## Problem details
The records are to be copied word for word, and the pictures dropped.

## Data excerpts
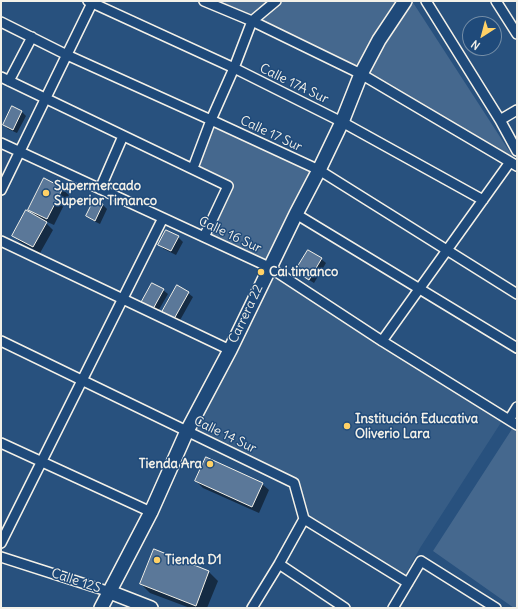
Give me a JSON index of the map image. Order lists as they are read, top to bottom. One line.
{"streets":{"street":["Calle 17A Sur","Calle 17 Sur","Calle 16 Sur","Carrera 22","Calle 14 Sur","Calle 12S"]},"crossings":[["Calle 17A Sur","Carrera 22"],["Calle 17 Sur","Carrera 22"],["Calle 16 Sur","Carrera 22"],["Carrera 22","Calle 14 Sur"],["Carrera 22","Calle 12S"]],"places":["Supermercado Superior Timanco","Cai timanco","Institución Educativa Oliverio Lara","Tienda Ara","Tienda D1"],"north":"bottom left"}
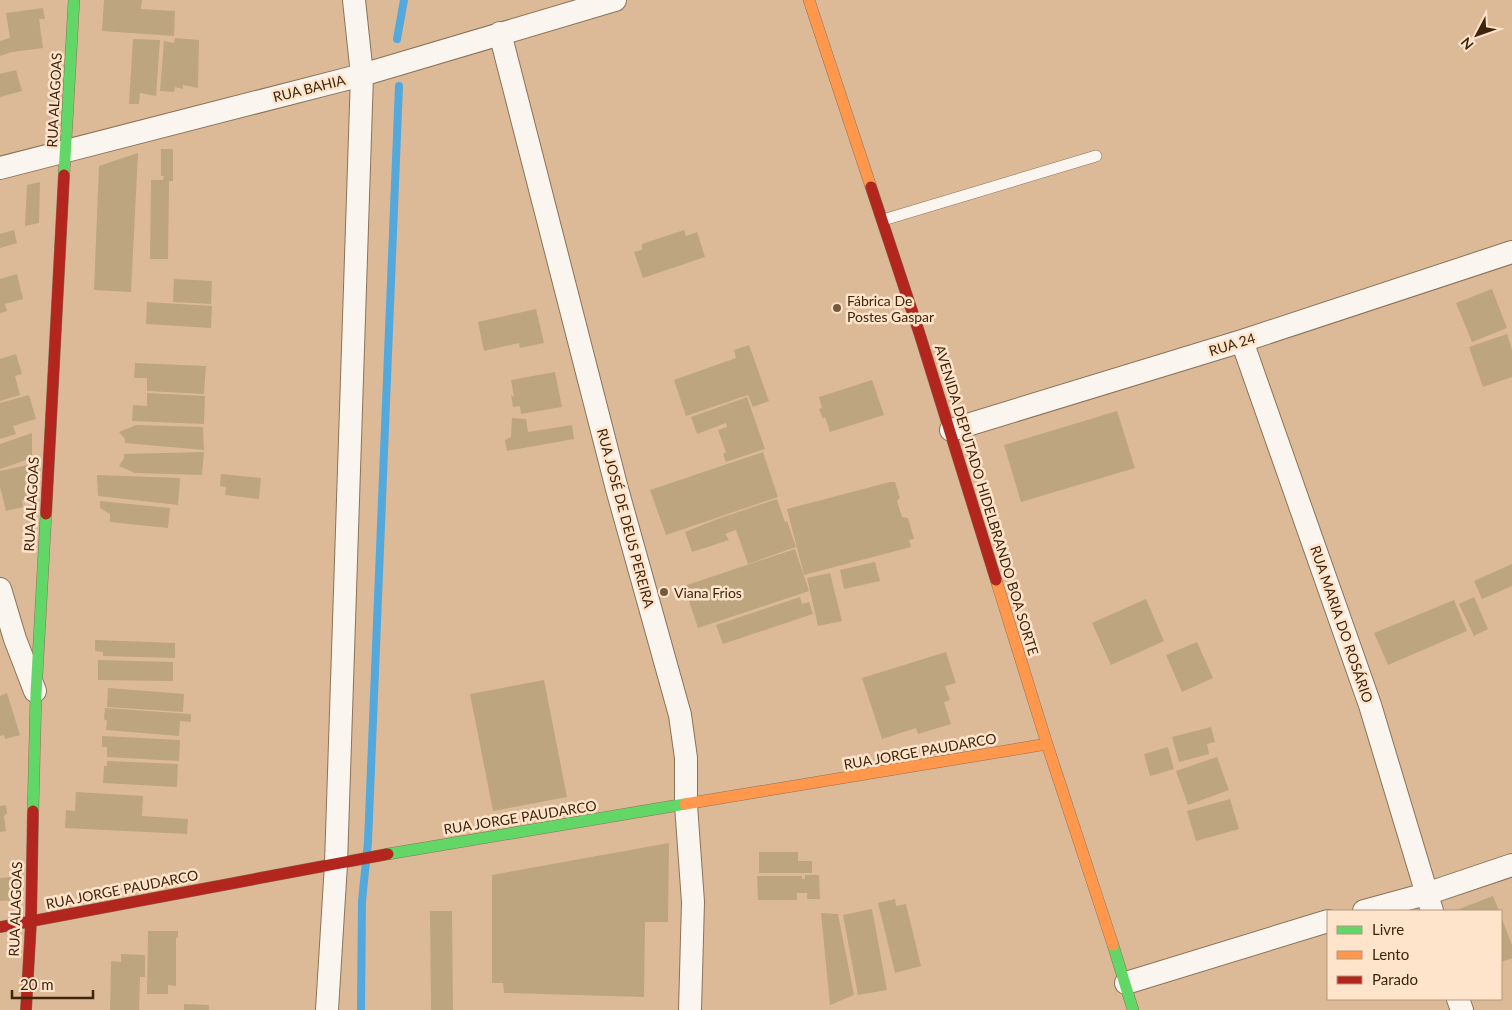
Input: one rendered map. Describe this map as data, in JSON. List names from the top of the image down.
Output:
{
  "streets": {
    "street": [
      "RUA BAHIA",
      "RUA ALAGOAS",
      "RUA 24",
      "AVENIDA DEPUTADO HIDELBRANDO BOA SORTE",
      "RUA JOSÉ DE DEUS PEREIRA",
      "RUA MARIA DO ROSÁRIO",
      "RUA JORGE PAUDARCO"
    ]
  },
  "crossings": [
    ["RUA BAHIA", "RUA ALAGOAS"],
    ["RUA BAHIA", "RUA JOSÉ DE DEUS PEREIRA"],
    ["RUA ALAGOAS", "RUA JORGE PAUDARCO"],
    ["RUA 24", "AVENIDA DEPUTADO HIDELBRANDO BOA SORTE"],
    ["RUA 24", "RUA MARIA DO ROSÁRIO"],
    ["AVENIDA DEPUTADO HIDELBRANDO BOA SORTE", "RUA JORGE PAUDARCO"],
    ["RUA JOSÉ DE DEUS PEREIRA", "RUA JORGE PAUDARCO"]
  ],
  "places": ["Fábrica De Postes Gaspar", "Viana Frios"],
  "legend": ["Livre", "Lento", "Parado"],
  "scale_bar": "20 m",
  "north": "bottom left"
}
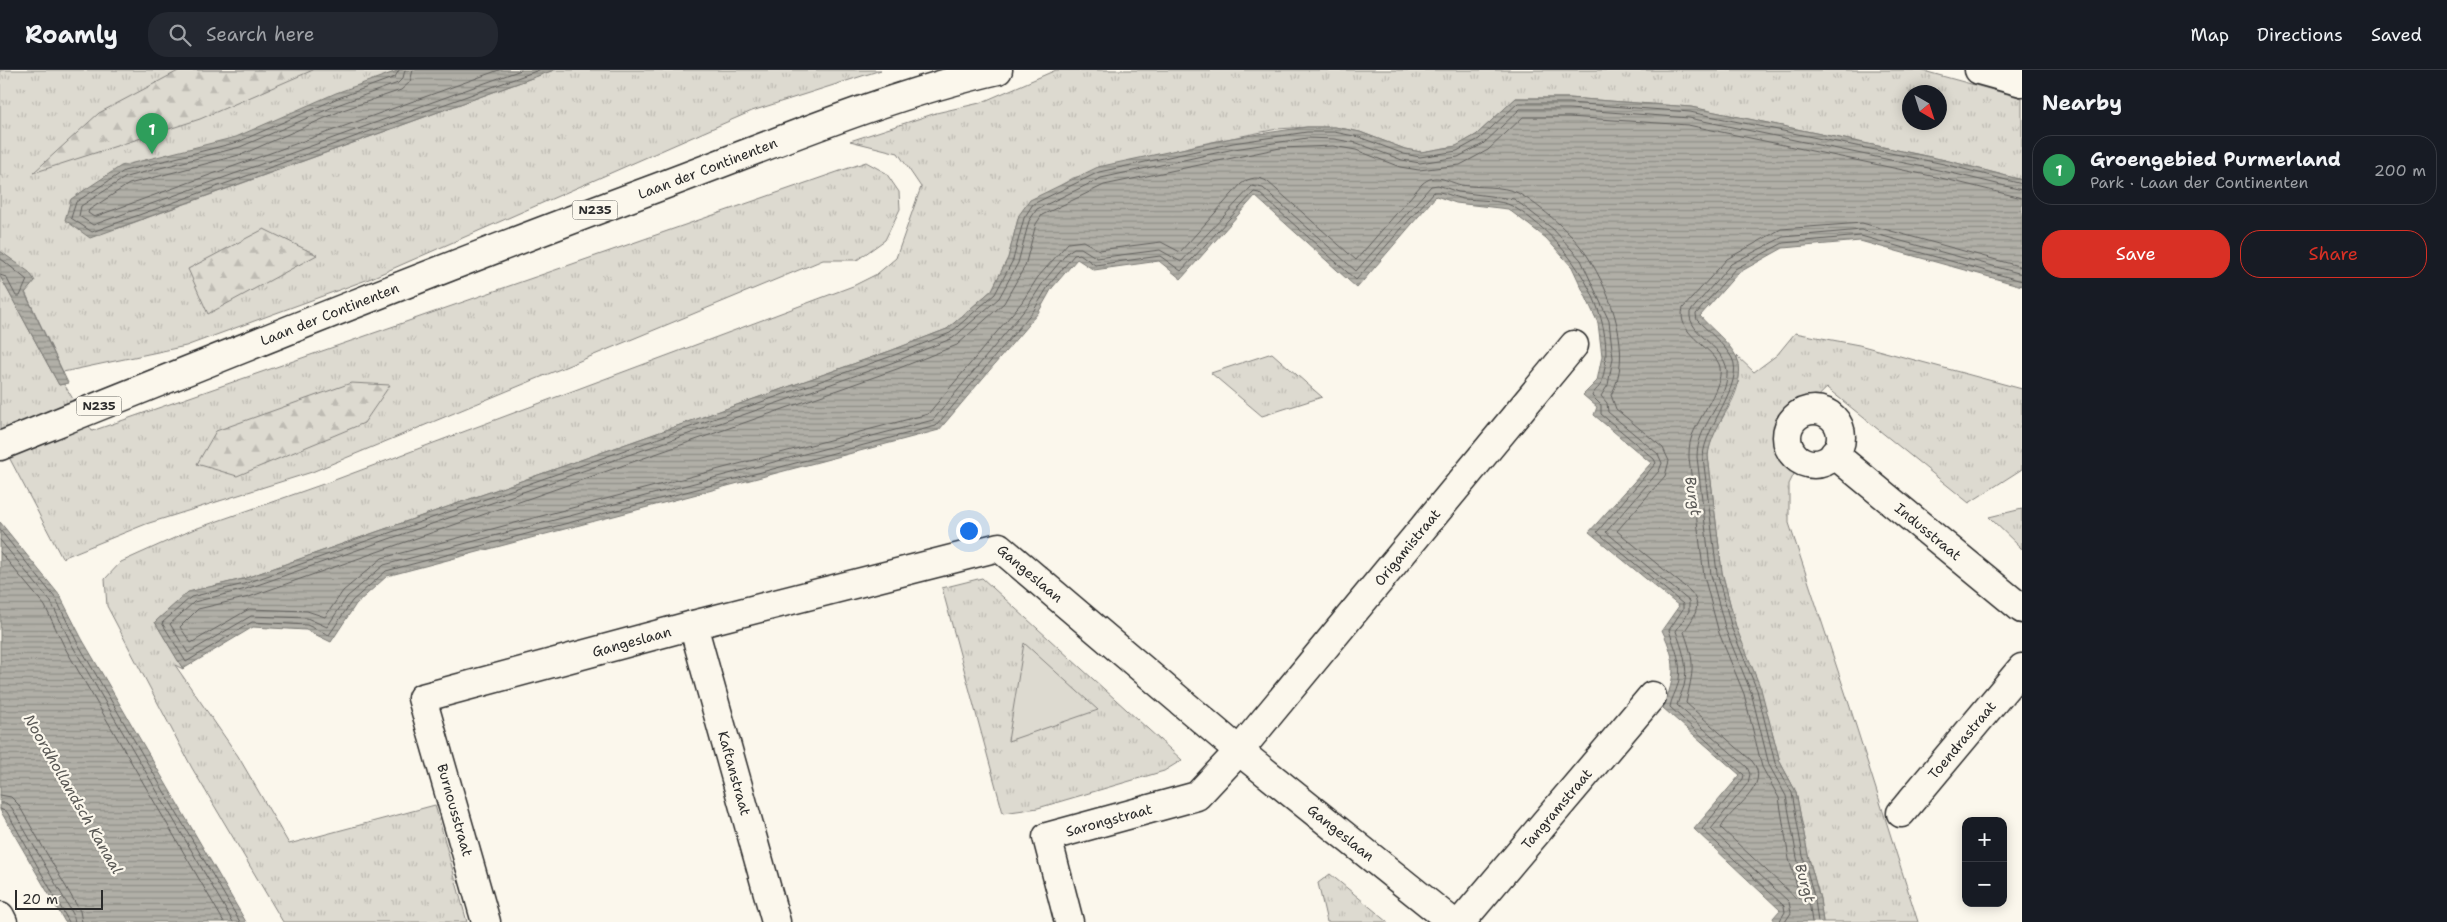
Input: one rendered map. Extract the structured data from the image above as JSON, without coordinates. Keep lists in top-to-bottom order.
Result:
{
  "streets": {
    "street": [
      "Laan der Continenten",
      "N235",
      "Indusstraat",
      "Origamistraat",
      "Gangeslaan",
      "Toendrastraat",
      "Kaftanstraat",
      "Tangramstraat",
      "Burnousstraat",
      "Sarongstraat"
    ]
  },
  "crossings": [
    ["Origamistraat", "Gangeslaan"],
    ["Origamistraat", "Sarongstraat"],
    ["Gangeslaan", "Kaftanstraat"],
    ["Gangeslaan", "Burnousstraat"],
    ["Gangeslaan", "Sarongstraat"]
  ],
  "water": ["Burgt", "Noordhollandsch Kanaal"],
  "scale_bar": "20 m",
  "north": "bottom right",
  "page": {
    "header": "Roamly",
    "search": "Search here",
    "nav": ["Map", "Directions", "Saved"],
    "heading": "Nearby",
    "pins": "1",
    "list": [
      {
        "mark": "1",
        "name": "Groengebied Purmerland",
        "note": "Park · Laan der Continenten",
        "value": "200 m"
      }
    ],
    "buttons": ["Save", "Share"],
    "map_buttons": ["+", "−"],
    "scale": "20 m"
  }
}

## The answer
Give me a JSON index of the map image. Order lists as they are read, top to bottom. One line.
{"streets":{"street":["Calle 17A Sur","Calle 17 Sur","Calle 16 Sur","Carrera 22","Calle 14 Sur","Calle 12S"]},"crossings":[["Calle 17A Sur","Carrera 22"],["Calle 17 Sur","Carrera 22"],["Calle 16 Sur","Carrera 22"],["Carrera 22","Calle 14 Sur"],["Carrera 22","Calle 12S"]],"places":["Supermercado Superior Timanco","Cai timanco","Institución Educativa Oliverio Lara","Tienda Ara","Tienda D1"],"north":"bottom left"}
Input: one rendered map. Describe this map as data, in JSON. List names from the top of the image down.
Output:
{
  "streets": {
    "street": [
      "RUA BAHIA",
      "RUA ALAGOAS",
      "RUA 24",
      "AVENIDA DEPUTADO HIDELBRANDO BOA SORTE",
      "RUA JOSÉ DE DEUS PEREIRA",
      "RUA MARIA DO ROSÁRIO",
      "RUA JORGE PAUDARCO"
    ]
  },
  "crossings": [
    ["RUA BAHIA", "RUA ALAGOAS"],
    ["RUA BAHIA", "RUA JOSÉ DE DEUS PEREIRA"],
    ["RUA ALAGOAS", "RUA JORGE PAUDARCO"],
    ["RUA 24", "AVENIDA DEPUTADO HIDELBRANDO BOA SORTE"],
    ["RUA 24", "RUA MARIA DO ROSÁRIO"],
    ["AVENIDA DEPUTADO HIDELBRANDO BOA SORTE", "RUA JORGE PAUDARCO"],
    ["RUA JOSÉ DE DEUS PEREIRA", "RUA JORGE PAUDARCO"]
  ],
  "places": ["Fábrica De Postes Gaspar", "Viana Frios"],
  "legend": ["Livre", "Lento", "Parado"],
  "scale_bar": "20 m",
  "north": "bottom left"
}
Input: one rendered map. Extract the structured data from the image above as JSON, without coordinates. Keep lists in top-to-bottom order.
Result:
{
  "streets": {
    "street": [
      "Laan der Continenten",
      "N235",
      "Indusstraat",
      "Origamistraat",
      "Gangeslaan",
      "Toendrastraat",
      "Kaftanstraat",
      "Tangramstraat",
      "Burnousstraat",
      "Sarongstraat"
    ]
  },
  "crossings": [
    ["Origamistraat", "Gangeslaan"],
    ["Origamistraat", "Sarongstraat"],
    ["Gangeslaan", "Kaftanstraat"],
    ["Gangeslaan", "Burnousstraat"],
    ["Gangeslaan", "Sarongstraat"]
  ],
  "water": ["Burgt", "Noordhollandsch Kanaal"],
  "scale_bar": "20 m",
  "north": "bottom right",
  "page": {
    "header": "Roamly",
    "search": "Search here",
    "nav": ["Map", "Directions", "Saved"],
    "heading": "Nearby",
    "pins": "1",
    "list": [
      {
        "mark": "1",
        "name": "Groengebied Purmerland",
        "note": "Park · Laan der Continenten",
        "value": "200 m"
      }
    ],
    "buttons": ["Save", "Share"],
    "map_buttons": ["+", "−"],
    "scale": "20 m"
  }
}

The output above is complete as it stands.